A packed audience at the Mission Church hall, in Wellingborough Road, Rushden, enjoyed a varied anniversary concert, with specially written music.
Band secretary Karon Rice said: "The mission was founded in 1898 as a breakaway from the Salvation Army. The band made regular radio broadcasts in the 1930s. It is a real family set up, passing from generation to generation and we have 38 musicians. It is really like an extended family.”
For the concert, the band was conducted by Tony Boddington and joined by the Riseley Singers under leader Mary Boutall.
One piece Mission Praise was specially written by Brian Sanders, the musical director of Wellingborough Salvation Band, who also conducted.
Two pieces were specially arranged by Colin Bugby and the band also played a selection from Carousel, music from James Bond films, the Coronation March from The Prophet, and Three Jolly Sailormen.
There were solos from Peter Cross on cornet and Ray Moule on euphonium, and the evening was compered by Paul Mackness, son of Eric, the oldest playing band member.
A celebration cake was made by band supporter Ivy Safford and decorated with the band’s banners.
The article below by Charles Towler appeared in the Down Your Way Section of the Evening Telegraph the following week:
Nearly 200 music lovers helped celebrate the centenary concert of Rushden Mission Band held in the church in Wellingborough Road.
The band was conducted by Tony Boddington and the compere was Paul Mackness.
The first item in the programme, Centenary March Mission Praise was written and conducted by Brian Sanders, musical director of Wellingborough Salvation Band. He had composed the piece of music after seeing a picture of the band in their new uniforms in the Evening Telegraph.
The band played a wide range of music from Meyerbeer to the moving Candle in the Wind by Sir Elton John. Soloists were Peter Cross (cornet), Colin Bugby (trombone) and there were four cornet players - Peter Cross, Kevin Bates, David Rice and Kelvin Nobles. The euphonium soloist was Ray Moule.
A very attractive programme of folk songs and recitations was given by the Riseley Singers.
Ivy Safford made a special birthday cake with the band’s insignia.
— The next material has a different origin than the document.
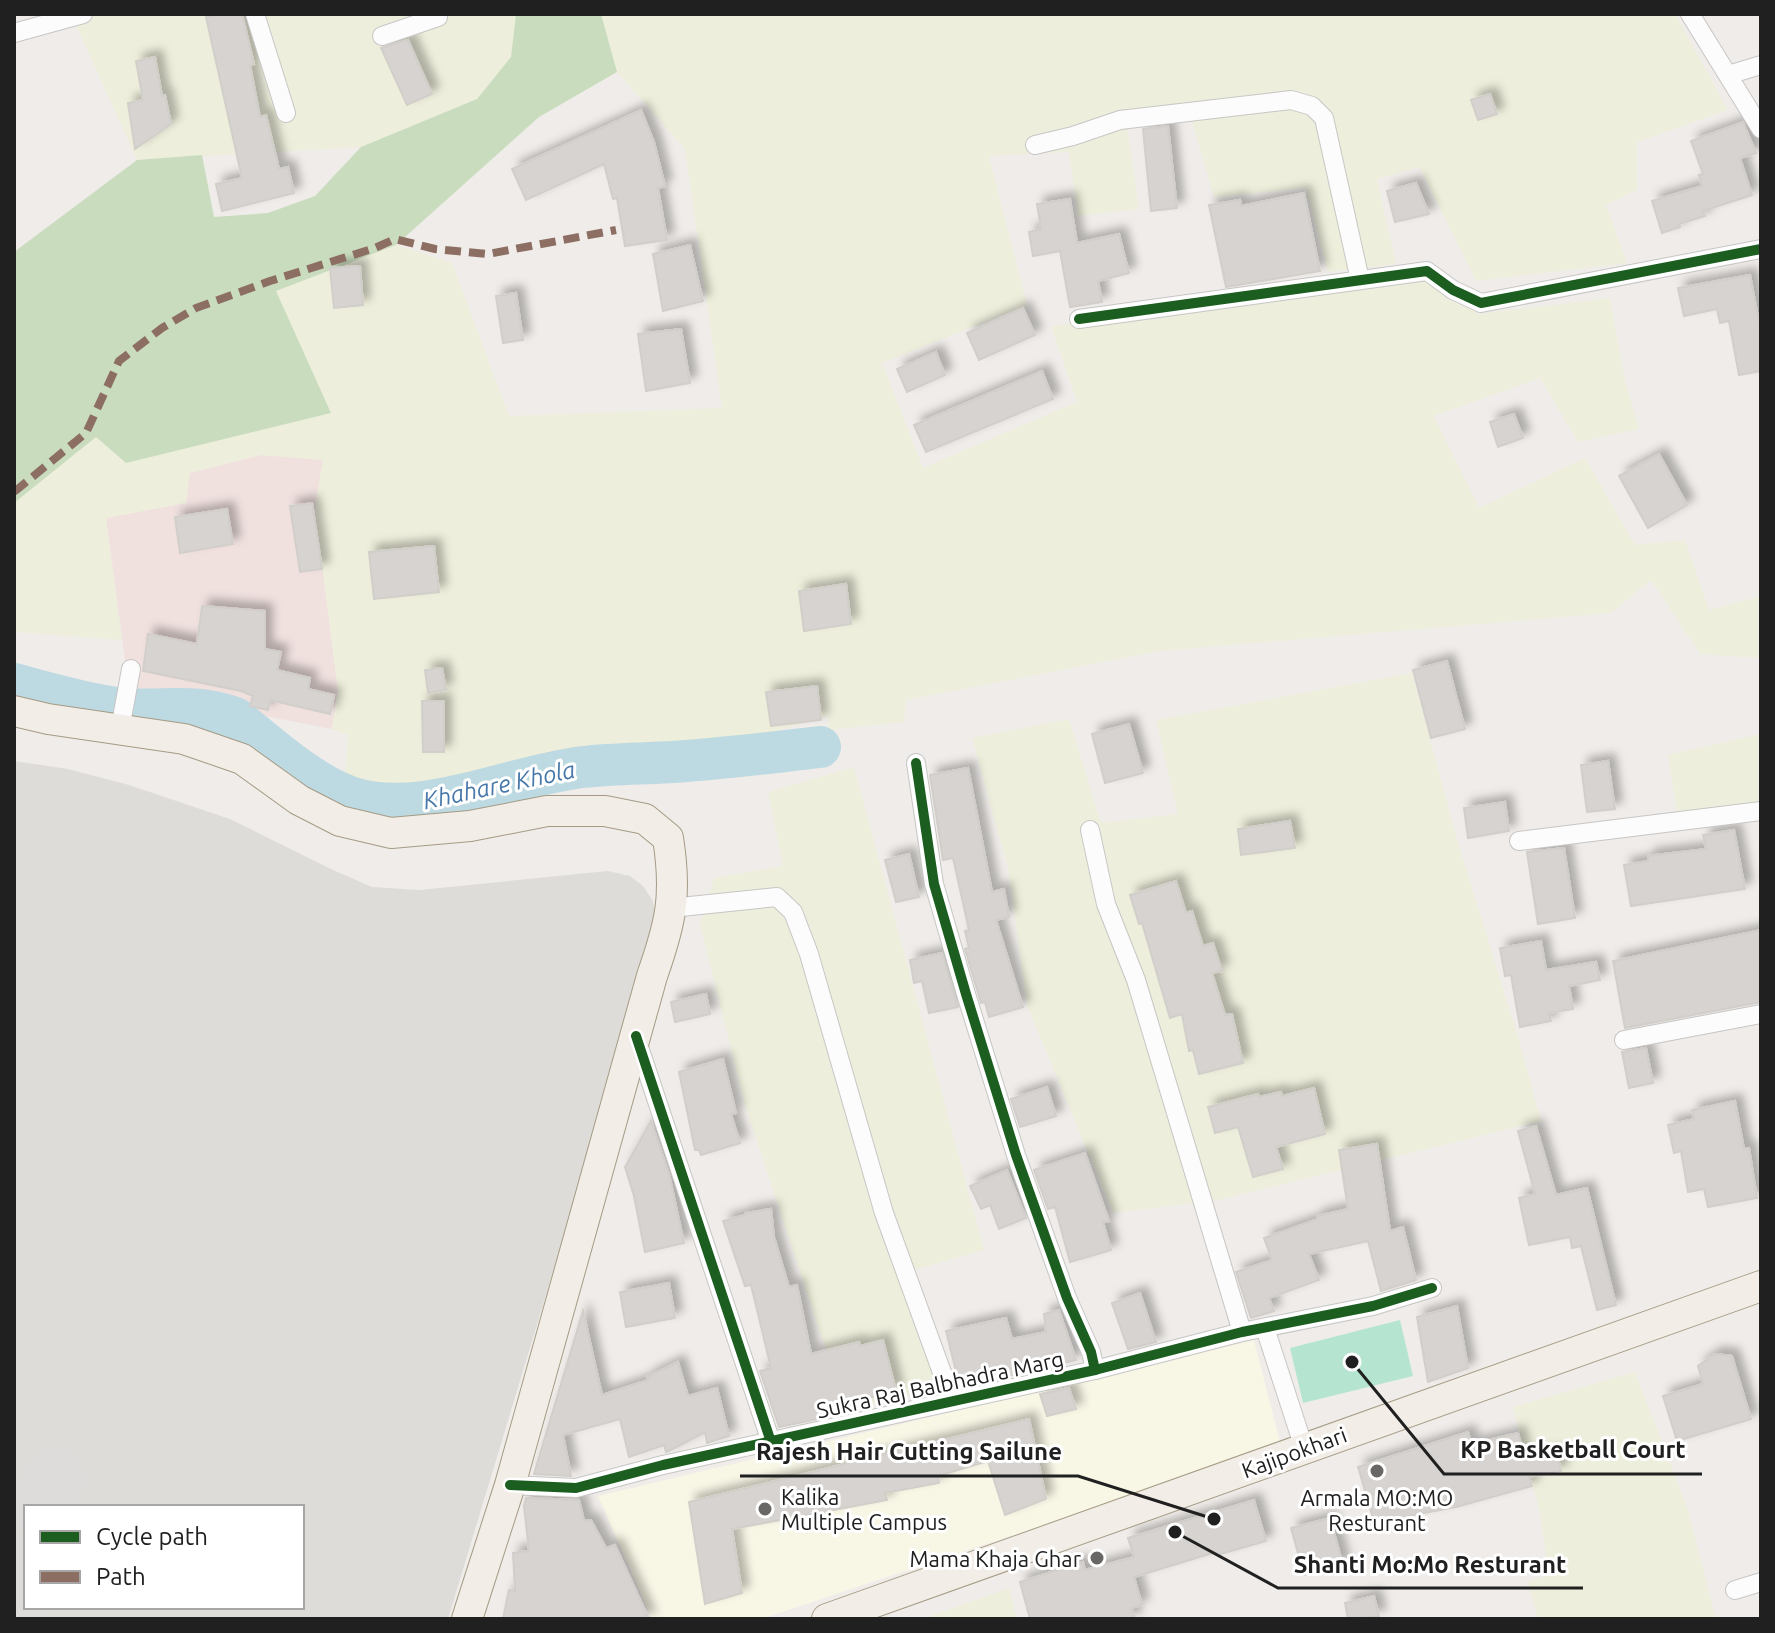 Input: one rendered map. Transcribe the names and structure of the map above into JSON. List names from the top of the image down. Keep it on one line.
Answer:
{"streets":{"main road":["Kajipokhari"],"street":["Sukra Raj Balbhadra Marg"]},"water":["Khahare Khola"],"places":["KP Basketball Court","Armala MO:MO Resturant","Kalika Multiple Campus","Rajesh Hair Cutting Sailune","Shanti Mo:Mo Resturant","Mama Khaja Ghar"],"legend":["Cycle path","Path"]}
It was cut by conductor Tony Boddington and formed part of the refreshments.
The band was originally formed in 1898 as a breakaway group from the Salvation Army and regular broadcasts were made in the 1930s.
Several players were, unfortunately, lost during the Second World War and for some years after the band was depleted in numbers.
After several lean years the band began to grow again in strength and during recent times have been very active, playing not only locally but at various venues farther afield.
There had been several conductors since the war, one of the longest serving being the late Ray Clark, who died in1991 after being conductor for 11 years.
At present more than 30 musicans perform regularly under the leadership of Tony Boddington.There is a wide age range among the players in the band the oldest is 81 year old Eric Mackness father of the compere for the night Paul Mackness.
The concert raised £400 for band funds and the chief organiser, band secretary Karon Rice, said: “We would like to thank all those who came and supported us.”